The Port Arthur News
PORT NECHES —
For all the tradition at a storied program like Port Neches-Groves, there is a new trend developing for head coach Brandon Faircloth. Over the past couple of seasons, there have been a number of smart, heady players leading the Indians offensive line.
This year, PN-G’s line may be young but senior left tackle Kyler Nicotre is its unquestioned leader.
“Being the returning starter from last year, it meant a lot for me to step up as a vocal leader,” Nicotre said. “To step into the role that Greg Lunceford had last year meant a lot. It’s a big thing. You always have the blind side with a right-handed quarterback. You have to know where you’re at and know what’s happening with the defense. You have
to be the vocal leader of the offensive line being the left tackle.”
The 6-foot-2, 260 pound Nicotre has plenty of experience on the varsity, having started since his sophomore year at one of the toughest positions on the line. But, playing any position on the offensive line in the PN-G offense is difficult for a lot of reasons.
“(Former Indians QB) Brennan Doty and (current PN-G QB) Travis Miller are his biggest fans,” Faircloth said. “We moved him up for depth his sophomore season because of an injury. In his first game, we had another injury that forced him in to the lineup and he did well. We left him there and didn’t look back.
“That’s a testament to our coaches and to him. He’s a leader on the offensive line and a coach on the field. He’s been in this offense for three years, so he’s got a good feel for it. Offensive line in this offense is a complicated position. It can be overlooked with the statistics on a football team, but with all the movement and adjustments, offensive line may be the most difficult position in this offense.”
Faircloth knows how much work Nicotre and the other linemen do and tries to raise awareness of it. Talking with the booster club this week, Faircloth highlighted a play against Little Cypress-Mauriceville where Nicotre’s block sprung a touchdown.
“We ran a sprint draw,” Faircloth said. “Kyler was covered up by a defensive end and was supposed to go get the outside linebacker. He came off the line, held up the end until he could pass him off to the guard, then went and made his block on the linebacker. It was a great play that went for a touchdown.”

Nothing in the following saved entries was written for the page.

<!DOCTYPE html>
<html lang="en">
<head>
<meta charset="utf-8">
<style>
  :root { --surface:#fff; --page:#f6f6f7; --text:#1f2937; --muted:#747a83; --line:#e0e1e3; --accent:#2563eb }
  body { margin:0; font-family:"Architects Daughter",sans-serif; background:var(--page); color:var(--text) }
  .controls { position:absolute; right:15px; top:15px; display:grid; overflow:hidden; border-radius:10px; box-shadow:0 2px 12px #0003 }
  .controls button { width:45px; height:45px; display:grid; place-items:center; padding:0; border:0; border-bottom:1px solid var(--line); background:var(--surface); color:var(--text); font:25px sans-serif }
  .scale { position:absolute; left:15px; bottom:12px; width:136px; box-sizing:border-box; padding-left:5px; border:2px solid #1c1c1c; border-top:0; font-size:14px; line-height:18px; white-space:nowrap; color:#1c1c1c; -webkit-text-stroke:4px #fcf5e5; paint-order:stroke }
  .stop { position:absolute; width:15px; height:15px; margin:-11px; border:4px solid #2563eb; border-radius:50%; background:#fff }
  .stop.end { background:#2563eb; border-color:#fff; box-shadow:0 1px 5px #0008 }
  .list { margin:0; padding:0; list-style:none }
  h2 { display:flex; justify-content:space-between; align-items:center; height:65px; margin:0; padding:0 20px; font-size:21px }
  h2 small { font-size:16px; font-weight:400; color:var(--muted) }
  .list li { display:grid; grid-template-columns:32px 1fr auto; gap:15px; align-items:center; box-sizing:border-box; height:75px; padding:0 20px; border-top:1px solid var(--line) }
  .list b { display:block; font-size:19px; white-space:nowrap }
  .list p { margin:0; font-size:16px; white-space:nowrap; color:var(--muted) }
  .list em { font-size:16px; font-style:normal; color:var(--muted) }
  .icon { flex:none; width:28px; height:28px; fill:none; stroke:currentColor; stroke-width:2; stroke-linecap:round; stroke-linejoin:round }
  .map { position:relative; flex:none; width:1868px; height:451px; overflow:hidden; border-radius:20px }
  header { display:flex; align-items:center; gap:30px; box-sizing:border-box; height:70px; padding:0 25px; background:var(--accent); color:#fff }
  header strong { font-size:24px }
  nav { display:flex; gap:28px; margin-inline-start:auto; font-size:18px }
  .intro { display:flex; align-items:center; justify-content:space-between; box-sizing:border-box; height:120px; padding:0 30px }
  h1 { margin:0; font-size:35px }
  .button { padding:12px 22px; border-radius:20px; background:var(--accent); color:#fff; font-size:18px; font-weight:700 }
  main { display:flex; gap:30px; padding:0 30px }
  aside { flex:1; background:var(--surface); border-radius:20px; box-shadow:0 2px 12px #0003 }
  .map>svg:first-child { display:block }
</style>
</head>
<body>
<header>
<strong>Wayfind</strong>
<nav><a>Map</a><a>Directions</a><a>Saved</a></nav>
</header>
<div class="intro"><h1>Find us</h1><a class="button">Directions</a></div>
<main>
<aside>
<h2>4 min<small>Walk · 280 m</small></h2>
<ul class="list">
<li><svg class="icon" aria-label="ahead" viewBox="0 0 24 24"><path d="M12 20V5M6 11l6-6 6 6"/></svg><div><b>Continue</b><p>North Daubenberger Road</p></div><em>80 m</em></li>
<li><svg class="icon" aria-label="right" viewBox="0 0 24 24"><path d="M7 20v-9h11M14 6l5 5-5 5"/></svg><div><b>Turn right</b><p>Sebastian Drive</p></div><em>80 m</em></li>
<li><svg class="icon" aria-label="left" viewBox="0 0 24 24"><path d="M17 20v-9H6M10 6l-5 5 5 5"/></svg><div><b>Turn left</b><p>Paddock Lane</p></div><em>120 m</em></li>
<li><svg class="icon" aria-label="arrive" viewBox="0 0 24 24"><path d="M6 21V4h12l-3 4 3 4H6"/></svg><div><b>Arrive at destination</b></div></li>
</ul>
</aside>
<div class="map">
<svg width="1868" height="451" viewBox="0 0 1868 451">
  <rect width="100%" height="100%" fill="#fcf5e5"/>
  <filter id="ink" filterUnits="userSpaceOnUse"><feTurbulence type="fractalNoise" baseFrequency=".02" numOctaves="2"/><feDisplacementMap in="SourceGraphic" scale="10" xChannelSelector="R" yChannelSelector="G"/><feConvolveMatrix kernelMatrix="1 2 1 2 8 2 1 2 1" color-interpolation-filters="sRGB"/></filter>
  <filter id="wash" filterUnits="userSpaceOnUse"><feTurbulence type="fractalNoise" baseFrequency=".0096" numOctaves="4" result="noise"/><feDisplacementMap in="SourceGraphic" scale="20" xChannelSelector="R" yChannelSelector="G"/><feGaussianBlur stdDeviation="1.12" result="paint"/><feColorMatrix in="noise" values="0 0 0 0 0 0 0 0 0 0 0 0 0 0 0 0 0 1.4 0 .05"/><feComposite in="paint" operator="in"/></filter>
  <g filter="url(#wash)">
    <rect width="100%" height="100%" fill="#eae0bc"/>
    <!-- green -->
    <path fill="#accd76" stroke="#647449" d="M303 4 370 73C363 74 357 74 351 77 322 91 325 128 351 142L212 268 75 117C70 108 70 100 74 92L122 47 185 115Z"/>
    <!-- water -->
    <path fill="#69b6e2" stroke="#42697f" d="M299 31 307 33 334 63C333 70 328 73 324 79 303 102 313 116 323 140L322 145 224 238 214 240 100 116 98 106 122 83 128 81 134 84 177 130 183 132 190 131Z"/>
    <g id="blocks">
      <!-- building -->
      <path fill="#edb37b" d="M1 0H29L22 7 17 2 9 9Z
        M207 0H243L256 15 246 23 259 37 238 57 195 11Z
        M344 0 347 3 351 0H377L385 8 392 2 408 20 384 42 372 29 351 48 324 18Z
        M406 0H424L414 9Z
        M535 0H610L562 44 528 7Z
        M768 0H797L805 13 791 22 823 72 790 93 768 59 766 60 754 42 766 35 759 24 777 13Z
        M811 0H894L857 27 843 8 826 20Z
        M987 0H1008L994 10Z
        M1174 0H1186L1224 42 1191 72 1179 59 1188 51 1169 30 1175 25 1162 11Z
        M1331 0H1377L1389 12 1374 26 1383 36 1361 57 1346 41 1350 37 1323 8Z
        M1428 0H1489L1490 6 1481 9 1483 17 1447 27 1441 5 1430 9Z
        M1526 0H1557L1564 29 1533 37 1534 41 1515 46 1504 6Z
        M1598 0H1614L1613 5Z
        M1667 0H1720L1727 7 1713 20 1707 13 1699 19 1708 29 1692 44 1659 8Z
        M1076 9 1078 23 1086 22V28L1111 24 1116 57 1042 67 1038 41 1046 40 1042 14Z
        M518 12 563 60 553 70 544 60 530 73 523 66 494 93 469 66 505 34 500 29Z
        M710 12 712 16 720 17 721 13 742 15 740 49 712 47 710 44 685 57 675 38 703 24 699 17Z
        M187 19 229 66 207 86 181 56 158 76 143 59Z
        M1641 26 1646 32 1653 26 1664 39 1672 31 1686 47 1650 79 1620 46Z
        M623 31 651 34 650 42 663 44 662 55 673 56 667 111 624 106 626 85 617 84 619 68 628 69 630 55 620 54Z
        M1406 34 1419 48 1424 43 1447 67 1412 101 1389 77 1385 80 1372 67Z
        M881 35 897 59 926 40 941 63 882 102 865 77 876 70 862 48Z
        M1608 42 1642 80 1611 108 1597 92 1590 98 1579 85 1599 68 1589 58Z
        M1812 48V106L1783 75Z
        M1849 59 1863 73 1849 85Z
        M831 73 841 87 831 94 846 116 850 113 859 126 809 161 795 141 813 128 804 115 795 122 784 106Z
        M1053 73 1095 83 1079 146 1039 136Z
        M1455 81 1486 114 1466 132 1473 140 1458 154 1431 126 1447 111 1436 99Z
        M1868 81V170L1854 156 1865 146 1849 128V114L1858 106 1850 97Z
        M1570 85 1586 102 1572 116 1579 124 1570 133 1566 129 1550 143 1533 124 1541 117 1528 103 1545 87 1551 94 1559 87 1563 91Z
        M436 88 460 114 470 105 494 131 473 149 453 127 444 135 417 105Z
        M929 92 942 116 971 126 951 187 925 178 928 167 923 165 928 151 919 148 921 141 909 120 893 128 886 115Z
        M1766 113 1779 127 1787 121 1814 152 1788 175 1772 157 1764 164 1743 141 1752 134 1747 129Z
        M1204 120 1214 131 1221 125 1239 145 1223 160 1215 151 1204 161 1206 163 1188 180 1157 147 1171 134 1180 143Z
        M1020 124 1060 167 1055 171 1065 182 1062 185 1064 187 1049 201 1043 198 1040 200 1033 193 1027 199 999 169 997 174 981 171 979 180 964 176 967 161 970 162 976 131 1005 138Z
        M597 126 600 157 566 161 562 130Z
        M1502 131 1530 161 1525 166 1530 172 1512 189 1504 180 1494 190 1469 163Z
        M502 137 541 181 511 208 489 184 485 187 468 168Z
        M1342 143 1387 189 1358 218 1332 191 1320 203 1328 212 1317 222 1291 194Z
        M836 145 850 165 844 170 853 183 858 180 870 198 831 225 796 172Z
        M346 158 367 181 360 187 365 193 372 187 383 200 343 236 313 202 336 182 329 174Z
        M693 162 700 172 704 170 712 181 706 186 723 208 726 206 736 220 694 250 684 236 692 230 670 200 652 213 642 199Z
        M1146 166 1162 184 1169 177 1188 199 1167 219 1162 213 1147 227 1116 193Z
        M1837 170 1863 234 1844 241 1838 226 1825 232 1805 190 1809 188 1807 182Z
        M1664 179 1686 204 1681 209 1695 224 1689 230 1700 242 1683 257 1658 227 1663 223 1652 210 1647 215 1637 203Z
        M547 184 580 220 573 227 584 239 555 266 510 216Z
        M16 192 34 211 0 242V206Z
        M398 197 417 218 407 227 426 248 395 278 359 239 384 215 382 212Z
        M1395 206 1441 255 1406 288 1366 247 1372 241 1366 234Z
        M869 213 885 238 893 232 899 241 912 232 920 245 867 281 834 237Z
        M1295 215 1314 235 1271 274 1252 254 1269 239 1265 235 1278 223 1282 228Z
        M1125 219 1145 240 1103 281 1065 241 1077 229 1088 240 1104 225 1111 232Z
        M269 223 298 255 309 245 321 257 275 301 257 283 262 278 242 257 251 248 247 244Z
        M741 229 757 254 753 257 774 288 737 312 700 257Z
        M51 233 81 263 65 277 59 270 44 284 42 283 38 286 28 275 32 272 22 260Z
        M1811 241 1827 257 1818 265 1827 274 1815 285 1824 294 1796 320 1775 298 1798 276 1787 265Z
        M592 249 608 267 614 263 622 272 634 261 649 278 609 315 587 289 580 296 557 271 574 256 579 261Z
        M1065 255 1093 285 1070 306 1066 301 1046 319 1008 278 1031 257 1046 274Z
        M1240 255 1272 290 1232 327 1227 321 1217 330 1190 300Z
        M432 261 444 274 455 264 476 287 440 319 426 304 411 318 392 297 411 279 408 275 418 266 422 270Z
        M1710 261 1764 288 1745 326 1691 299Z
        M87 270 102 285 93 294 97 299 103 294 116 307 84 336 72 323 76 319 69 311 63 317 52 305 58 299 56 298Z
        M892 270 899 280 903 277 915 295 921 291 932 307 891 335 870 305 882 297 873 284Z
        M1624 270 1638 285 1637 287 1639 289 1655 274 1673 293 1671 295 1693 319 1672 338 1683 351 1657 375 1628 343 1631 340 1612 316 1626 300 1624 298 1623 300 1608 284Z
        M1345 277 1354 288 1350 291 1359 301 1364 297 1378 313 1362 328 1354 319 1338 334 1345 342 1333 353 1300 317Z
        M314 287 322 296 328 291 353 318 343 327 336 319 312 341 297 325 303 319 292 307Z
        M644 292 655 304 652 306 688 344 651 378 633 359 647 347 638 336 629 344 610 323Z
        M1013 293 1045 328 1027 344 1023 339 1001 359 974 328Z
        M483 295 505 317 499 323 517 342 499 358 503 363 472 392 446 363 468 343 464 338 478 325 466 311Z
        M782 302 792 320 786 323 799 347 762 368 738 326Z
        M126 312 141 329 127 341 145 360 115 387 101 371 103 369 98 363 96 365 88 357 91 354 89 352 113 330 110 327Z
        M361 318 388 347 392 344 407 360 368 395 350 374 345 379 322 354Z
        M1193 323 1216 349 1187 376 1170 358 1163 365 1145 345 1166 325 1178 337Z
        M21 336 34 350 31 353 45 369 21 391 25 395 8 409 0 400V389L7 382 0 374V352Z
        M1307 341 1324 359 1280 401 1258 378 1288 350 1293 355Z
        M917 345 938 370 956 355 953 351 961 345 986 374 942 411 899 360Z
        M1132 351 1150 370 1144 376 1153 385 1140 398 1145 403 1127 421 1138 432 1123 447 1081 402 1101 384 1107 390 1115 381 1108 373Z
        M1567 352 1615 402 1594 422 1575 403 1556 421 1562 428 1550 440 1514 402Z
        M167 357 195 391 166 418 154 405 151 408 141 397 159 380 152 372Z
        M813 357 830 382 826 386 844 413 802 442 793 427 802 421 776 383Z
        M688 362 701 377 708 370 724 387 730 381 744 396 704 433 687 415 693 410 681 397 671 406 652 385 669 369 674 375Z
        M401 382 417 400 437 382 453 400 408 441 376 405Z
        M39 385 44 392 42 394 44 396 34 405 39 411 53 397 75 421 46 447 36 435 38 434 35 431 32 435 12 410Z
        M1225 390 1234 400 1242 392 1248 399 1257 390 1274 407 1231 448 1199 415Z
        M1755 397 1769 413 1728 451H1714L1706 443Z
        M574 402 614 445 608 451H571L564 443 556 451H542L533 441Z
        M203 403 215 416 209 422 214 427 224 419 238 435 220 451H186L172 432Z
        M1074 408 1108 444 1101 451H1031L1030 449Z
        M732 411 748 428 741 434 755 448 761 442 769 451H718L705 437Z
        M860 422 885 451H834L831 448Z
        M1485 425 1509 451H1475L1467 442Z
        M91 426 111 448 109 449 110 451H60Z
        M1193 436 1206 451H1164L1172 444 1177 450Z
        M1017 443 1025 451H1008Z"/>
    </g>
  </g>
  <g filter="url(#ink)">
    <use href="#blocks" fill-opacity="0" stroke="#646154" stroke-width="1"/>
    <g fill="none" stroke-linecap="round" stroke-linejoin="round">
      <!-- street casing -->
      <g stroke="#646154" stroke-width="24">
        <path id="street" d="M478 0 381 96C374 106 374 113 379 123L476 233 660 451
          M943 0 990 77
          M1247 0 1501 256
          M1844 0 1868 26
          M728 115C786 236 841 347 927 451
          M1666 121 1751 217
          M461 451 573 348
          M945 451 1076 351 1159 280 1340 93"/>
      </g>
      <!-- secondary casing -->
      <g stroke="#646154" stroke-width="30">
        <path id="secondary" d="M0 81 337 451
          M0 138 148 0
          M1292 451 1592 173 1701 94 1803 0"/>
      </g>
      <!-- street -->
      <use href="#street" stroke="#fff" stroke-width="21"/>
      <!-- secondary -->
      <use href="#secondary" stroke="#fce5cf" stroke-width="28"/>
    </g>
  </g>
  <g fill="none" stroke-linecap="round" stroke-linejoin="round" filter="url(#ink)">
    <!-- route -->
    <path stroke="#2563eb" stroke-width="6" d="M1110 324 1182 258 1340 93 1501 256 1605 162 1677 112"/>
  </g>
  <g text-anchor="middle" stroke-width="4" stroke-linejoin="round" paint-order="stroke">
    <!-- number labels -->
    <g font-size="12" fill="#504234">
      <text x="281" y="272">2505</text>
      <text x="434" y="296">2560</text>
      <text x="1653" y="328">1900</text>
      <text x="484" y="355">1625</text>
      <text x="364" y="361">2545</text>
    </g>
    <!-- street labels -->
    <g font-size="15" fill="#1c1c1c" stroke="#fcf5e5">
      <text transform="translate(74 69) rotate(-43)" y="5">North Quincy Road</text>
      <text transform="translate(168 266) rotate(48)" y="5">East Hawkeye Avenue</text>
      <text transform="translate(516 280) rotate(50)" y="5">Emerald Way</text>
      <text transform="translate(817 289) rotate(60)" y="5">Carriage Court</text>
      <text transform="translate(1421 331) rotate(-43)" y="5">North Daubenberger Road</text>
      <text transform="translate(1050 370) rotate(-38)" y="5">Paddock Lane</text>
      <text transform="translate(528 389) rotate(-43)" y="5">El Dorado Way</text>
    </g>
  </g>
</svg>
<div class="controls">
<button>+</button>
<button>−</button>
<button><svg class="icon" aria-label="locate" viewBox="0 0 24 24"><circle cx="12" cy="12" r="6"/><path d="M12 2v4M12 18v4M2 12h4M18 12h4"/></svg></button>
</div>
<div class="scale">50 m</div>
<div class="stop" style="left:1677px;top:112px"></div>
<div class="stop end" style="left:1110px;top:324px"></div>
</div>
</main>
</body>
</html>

Nicotre said he didn’t even get a chance to think on the play. His experience just kicked in and he reacted more than anything.
“It really wasn’t thinking, I just reacted to this dude who came up so I blocked him,” Nicotre said. “I felt Chris come over and get him, so I was able to go get my block. I didn’t know if they were going to play a 5 or a 4. He ended up playing a five and the linebacker blitzed. I told Chris to look out for that and I guess you could say we picked it up on the fly.”
That play in particular showed how important his experience was for Faircloth. In particular, it was a product of the thing a coach can’t teach. It was about the game slowing down and a player reacting to something that simply can’t be simulated in practice.
“He’s such an intelligent player,” Faircloth said. “Games don’t always go like practice, no matter how good the scout team is that week. If it doesn’t’ go like coach says, a good player reacts. Kyler can not only do that, reacting to what he sees on the fly, but also line up the guy next to him correctly.”
Nicotre has also had to break in a new guard in sophomore Steven Mangini. That process hasn’t been easy, but eight games in, things have settled down a bit for the pair.
“It’s been interesting,” Nicotre said. “I was in his spot, so I knew what he was going through. I have to help him out a lot, but I like working with him. He’s a good left guard and a good guy. I love working next to him. At the beginning of the season, he was hesitant to ask or do anything. Now, it’s the eighth game and we’re really clicking on our chemistry.”
The responsibility Nicotre has felt this year is real, as Faircloth has put pressure on him in a good way.
“We put a lot on him, not just to make sure he’s doing his job, but to make sure the other guys are getting it done,” Faircloth said. “I’ve joked with him when someone else misses a block, ‘Hey, what’s going on out there? You need to get that cleaned up.’ It’s only half-joking, though, because we expect a lot from him with his experience.”
While Nicotre hasn’t gotten any scholarship offers yet, he’d like to play football in college. He’s also not sure what he’d like to major in, but is considering coaching as one of those possibilities. His experience this season has certainly made him think about that more and more.
“I’ve taken a lot of pride in (helping the guys),” Nicotre said. “Gabe, Lumpy, Ben Parks and all those guys have done it and passed it back to me. Every time we walk to the sidelines, we have to talk about what the defense is doing. I like that.”
INDIAN INKLINGS: Nicotre’s favorite block of the season came against Texas City. He pulled out on a screen play and got matched up on a cornerback. “He really didn’t (stand much of a chance,” Nicotre said. …This Friday marks the final home game of the regular season for PN-G and, as such, will be the Indians’ homecoming. The team will participate in the homecoming parade Thursday at 6:30 p.m. … Linebacker Lance Louviere will miss this week’s game against Vidor with an apparent injury he suffered against LC-M. Scott Stewart will move over and take Louivere’s responsibilities with defensive lineman Josh Riley starting as well. Both offensive linemen Justin Reasons and Nikolas Stasinos are both expected back into the starting lineup as well. … The last time this set of players faced off was two years ago for the JV teams. PN-G won a shootout 50-43 with both Chase Bertrand and David Bollinger scoring multiple touchdowns . . . Although Ozen at Nederland is the official Port Arthur News Friday Night Experience telecast this week, video of the PN-G-Vidor game, complete with the announcing of Joe Arnold and Paul Brown, will also be posted at www.panews.com on Monday.